エスは洗礼をバプテスマのヨハネより受け給へり、是れ抑々〔そもそも〕何のためなりしか、彼に洗ふべき罪のなかりしは明かなり、故にヨハネは彼より洗礼を受けんとするイエスの乞を辞(いな)みて曰へり、我は汝よりバプテスマを受くべき者なるに汝反て我に来る乎と、世の罪を任(お)ふ神の羔(こひつじ)を観てヨハネはイエスに洗礼の要なきを認めたり。
 
然れどもイエスは強〔し〕ひてヨハネより洗礼を受け給へり、是れイエスが洗礼の式其物に重きを置き給ひてにあらざるは彼が説き給ひし福音全体の精神に照らし見て明かなり。
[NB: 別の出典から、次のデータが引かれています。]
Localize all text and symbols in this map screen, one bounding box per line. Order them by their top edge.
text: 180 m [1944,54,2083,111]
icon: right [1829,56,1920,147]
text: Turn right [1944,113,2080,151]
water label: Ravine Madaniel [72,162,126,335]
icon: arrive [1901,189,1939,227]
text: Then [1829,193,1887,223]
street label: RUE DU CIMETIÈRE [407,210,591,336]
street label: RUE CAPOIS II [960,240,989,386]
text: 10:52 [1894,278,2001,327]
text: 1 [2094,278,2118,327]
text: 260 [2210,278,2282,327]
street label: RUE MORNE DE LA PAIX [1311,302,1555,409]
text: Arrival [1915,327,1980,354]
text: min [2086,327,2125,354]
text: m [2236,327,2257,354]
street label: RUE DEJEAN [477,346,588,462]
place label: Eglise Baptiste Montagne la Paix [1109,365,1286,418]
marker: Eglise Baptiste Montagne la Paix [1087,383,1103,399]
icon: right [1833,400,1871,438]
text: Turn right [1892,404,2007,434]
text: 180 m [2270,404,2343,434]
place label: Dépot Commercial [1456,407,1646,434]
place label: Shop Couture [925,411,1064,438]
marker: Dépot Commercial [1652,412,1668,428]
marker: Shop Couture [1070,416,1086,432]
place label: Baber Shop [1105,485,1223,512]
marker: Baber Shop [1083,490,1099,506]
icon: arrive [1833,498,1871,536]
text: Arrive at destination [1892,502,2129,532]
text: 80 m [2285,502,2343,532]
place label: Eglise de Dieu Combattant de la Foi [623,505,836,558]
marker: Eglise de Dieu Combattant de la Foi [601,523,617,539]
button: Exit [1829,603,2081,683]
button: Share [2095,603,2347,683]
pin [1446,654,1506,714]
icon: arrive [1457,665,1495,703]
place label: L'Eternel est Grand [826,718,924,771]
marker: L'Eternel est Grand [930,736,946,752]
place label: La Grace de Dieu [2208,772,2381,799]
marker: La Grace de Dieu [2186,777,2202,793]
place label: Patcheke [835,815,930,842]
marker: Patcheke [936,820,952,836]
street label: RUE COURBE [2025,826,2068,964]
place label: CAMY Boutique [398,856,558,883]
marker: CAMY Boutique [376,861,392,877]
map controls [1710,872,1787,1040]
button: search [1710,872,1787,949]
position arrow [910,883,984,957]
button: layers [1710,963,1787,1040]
罪なきイエスは罪の悔改のバプテスマを受けて、自己の罪人の友なるを証し、陰に彼の側に立ちて彼の行為如何を目撃しつゝありしパリサイ及びサドカイの人々の自己を義とするの罪を責め、陽に心に罪を悔ひて赦免の恩恵に与からんと欲する罪人の義を賞め給ひしなり、エスは衆人凝視の中に悔改のバプテスマを受け給ひて世が称して以て義士仁人と做〔な〕す者の班を脱して罪人の中に己が身を投じ給へり、彼は後に税吏其他の罪ある人と食を偕〔とも〕にせしの故を以てパリサイ人の酷評を受け給ひし時に健かなる者は援助を要せず、唯病ある者之を要す……夫れ我が来るは義人を招くために非ず、罪ある人を招きて悔改めさせんが為なり( マタイ九章十二、十三)と曰ひ給ひしと同一の精神を茲〔ここ〕に表顕し給ひしなり、イエスの洗礼は彼のすべての行為と等しく愛に出し勇敢の行為たりし也。茲に於てか余輩は彼がヨハネに答へて曰ひ給ひし言の意義の一斑を解するを得るなり、イエス答へけるは暫く許せ、かくすべての義(たただ)き事は我等尽すべきなり(第十五節)。「暫く許せ」Aphes arti 、蓋〔けだ〕し当時の俗語にして、今日の日本語を以てすれば「構(かま)ふ勿〔なか〕れ」と云ふが如き者なりしならん、すべての義しき事とはすべての義しき律法の意に非ず、イエスは茲にヨハネに向て儀式の重要を弁じ給ひしに非ず、pasan dikaiosunēn はすべての義なり(義き事に非ず、義なる言辞の単名詞なるに注意せよ)義を一括せし者との意也、全節を左の如く改訳すべし構(かま)ふ勿れ、そは(gar)かくすべての義を成就(plērōsai)するは我等の為〔な〕すべきことなればなり、イエスは茲にヨハネに告げて曰ひ給へり「汝、我に悔改のバプテスマを施すに躊躇〔ちゆうちよ〕する勿れ、そは我が今為さんとするが如くに為してすべての義を成就するは我等天国の民たる者の為すべきことなれば也、すべての義とは他なし、愛、是れなり、義者が不義者と班を同うし其ために死することなり、斯〔か〕かる愛的行為をばすべての義を成就すると云ふなり、而して是れ我等の為すべき事なり」と。斯くてエスは罪人のために人が為すことを耻〔しか〕ることを為し給へり、彼が洗礼を受け給ひしは無意義に一定の制式に服従してにあらず、罪人に対する彼の愛を表せんがためなり、彼の受洗は彼の十字架の前表に外ならず。斯くも勇敢なる愛的行為に出で給ひしかば、彼れバプテスマを受けて水より上がり給へる時、天、忽〔たちま〕ち彼がために開け、神の霊は鴿(はと)の如くに彼の上に降れり、又天より声ありて此は我心に適ふ我が愛子〔いとしご〕なりと云へり、勇敢の行為に伴ふに常に甚大の霊的報賞あり、イエスは自己を虚(むなし)うし、断然茲に悔改のバプテスマを受けて罪人の友たるを神と人との前に表白し給ひたれば、聖父は彼に報ゆるに異常の霊の賜物を以てし給ひしなり。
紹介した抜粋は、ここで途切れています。